Methods: The study used a mixed method with a quantitative survey (n= 138) and qualitative semi-structured interviews involving ten mental health providers presently working with distressed clients or clients known to have experienced distress. The sample is predominately female (90% female, 10% male), African American (50%; White; 30 %, Hispanic/Latino; 10%, Indian- Native American; 10%), and average a salary between $50,000-$75,000 and predominately providers licensed as a clinical social 50%; LPC, 20%, 20% not licensed). For the qualitative portion, participants were recruited via social media platforms, emails forwarded to mental health organizations and social servants departments through known associates. Multiple linear regression analysis to examine compassion fatigue scores through utilization of the Professional Quality of Life Scale Pro-Qol-V scale adjusting for sociodemographic characteristics. Interviews elicit the providers experience of compassion fatigue, including preventive measures taken to reduce CF, the organizations and leadership attitude towards CF, and recommendations for future clinicians and organizations. Interviews were transcribed verbatim and coded thematically by interviewers, guided by the principles of grounded theory and an inductive approach to qualitative analysis.

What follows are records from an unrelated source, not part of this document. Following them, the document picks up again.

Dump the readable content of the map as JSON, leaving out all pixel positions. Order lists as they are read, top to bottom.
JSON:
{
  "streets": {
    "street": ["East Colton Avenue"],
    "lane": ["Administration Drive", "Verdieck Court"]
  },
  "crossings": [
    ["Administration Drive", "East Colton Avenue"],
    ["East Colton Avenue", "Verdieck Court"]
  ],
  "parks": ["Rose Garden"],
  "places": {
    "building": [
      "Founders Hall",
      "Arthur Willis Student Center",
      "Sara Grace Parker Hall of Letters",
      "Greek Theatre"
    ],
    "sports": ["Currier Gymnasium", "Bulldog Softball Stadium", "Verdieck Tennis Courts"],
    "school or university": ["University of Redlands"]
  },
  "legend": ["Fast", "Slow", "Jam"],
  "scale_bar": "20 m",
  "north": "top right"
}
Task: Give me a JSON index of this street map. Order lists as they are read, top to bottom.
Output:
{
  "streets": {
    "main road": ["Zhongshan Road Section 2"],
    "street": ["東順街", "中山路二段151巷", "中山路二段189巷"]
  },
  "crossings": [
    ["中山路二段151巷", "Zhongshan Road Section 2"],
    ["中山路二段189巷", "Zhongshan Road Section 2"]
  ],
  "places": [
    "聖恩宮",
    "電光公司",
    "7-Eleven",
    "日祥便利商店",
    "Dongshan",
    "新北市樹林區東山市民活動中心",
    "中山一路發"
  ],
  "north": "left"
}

: The study found providers are (i) more willing to disclose their CF with coworkers rather than leadership (ii) attitudes towards their relationship with leadership (supportive vs. un-supportive) determines their willingness to discuss CF experiences, (iii) providers felt remorseful for disclosing to leadership, providers advocated for the utilization of external support system (e.g. supervision, life coach, therapist) to process CF. Lastly, providers felt their organizations lack addressing and implementing policies and procedures to reduce CF.
Conclusions and Implications: The findings provide useful insights into the providers’ experiences of compassion fatigue, more specifically, their response to how they managed their CF with lack of support from organizations, and how they used resilience to combat CF. The research provides clear direction for future research the organizational, clinical education, and interpersonal levels.